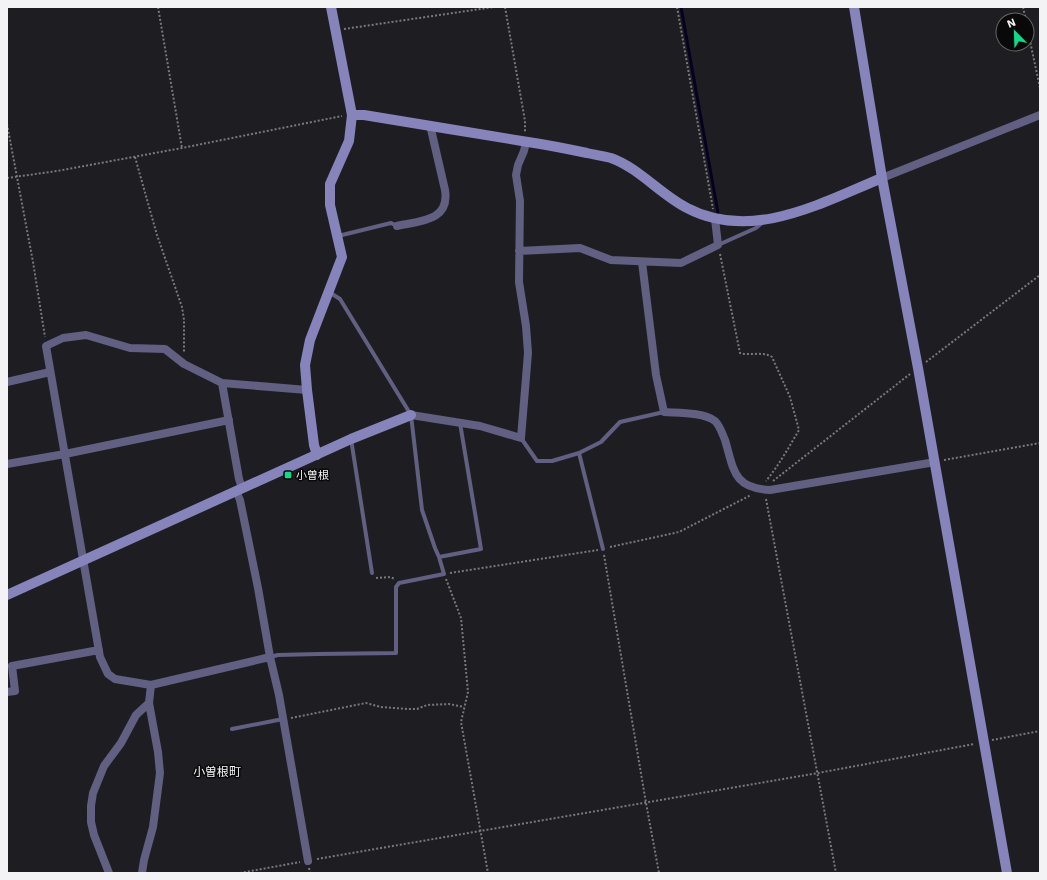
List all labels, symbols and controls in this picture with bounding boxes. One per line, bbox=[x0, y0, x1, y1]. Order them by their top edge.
north arrow bbox=[995, 12, 1035, 52]
text: N bbox=[1005, 16, 1018, 31]
place label: 小曽根 bbox=[296, 469, 329, 482]
marker: 小曽根 bbox=[283, 470, 293, 480]
district label: 小曽根町 bbox=[193, 765, 241, 779]

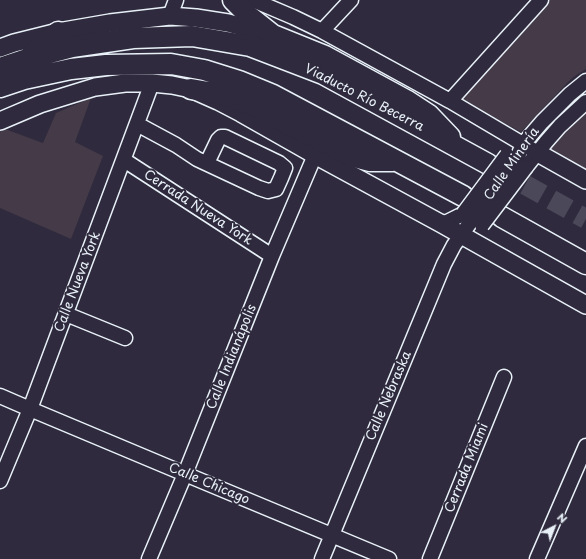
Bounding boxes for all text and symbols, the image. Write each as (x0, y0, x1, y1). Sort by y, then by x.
street label: Viaducto Río Becerra (302, 61, 426, 135)
street label: Calle Minería (481, 125, 543, 203)
street label: Cerrada Nueva York (141, 167, 255, 249)
street label: Calle Nueva York (52, 229, 104, 335)
street label: Calle Indianápolis (204, 302, 260, 412)
street label: Calle Nebraska (363, 349, 415, 443)
street label: Cerrada Miami (442, 421, 492, 515)
street label: Calle Chicago (166, 460, 252, 508)
north arrow (534, 507, 574, 547)
text: N (553, 508, 571, 527)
━━━━━━━━━━━━━━━━━━━━
Could you give all the records again, exactly, minus the pictures?

List all labels, symbols and controls in this picture with bounding boxes. One per line, bbox=[x0, y0, x1, y1]. Order them by their top edge.
north arrow bbox=[995, 12, 1035, 52]
text: N bbox=[1005, 16, 1018, 31]
place label: 小曽根 bbox=[296, 469, 329, 482]
marker: 小曽根 bbox=[283, 470, 293, 480]
district label: 小曽根町 bbox=[193, 765, 241, 779]

Bounding boxes for all text and symbols, the image. Write each as (x0, y0, x1, y1). Sort by y, then by x.
street label: Viaducto Río Becerra (302, 61, 426, 135)
street label: Calle Minería (481, 125, 543, 203)
street label: Cerrada Nueva York (141, 167, 255, 249)
street label: Calle Nueva York (52, 229, 104, 335)
street label: Calle Indianápolis (204, 302, 260, 412)
street label: Calle Nebraska (363, 349, 415, 443)
street label: Cerrada Miami (442, 421, 492, 515)
street label: Calle Chicago (166, 460, 252, 508)
north arrow (534, 507, 574, 547)
text: N (553, 508, 571, 527)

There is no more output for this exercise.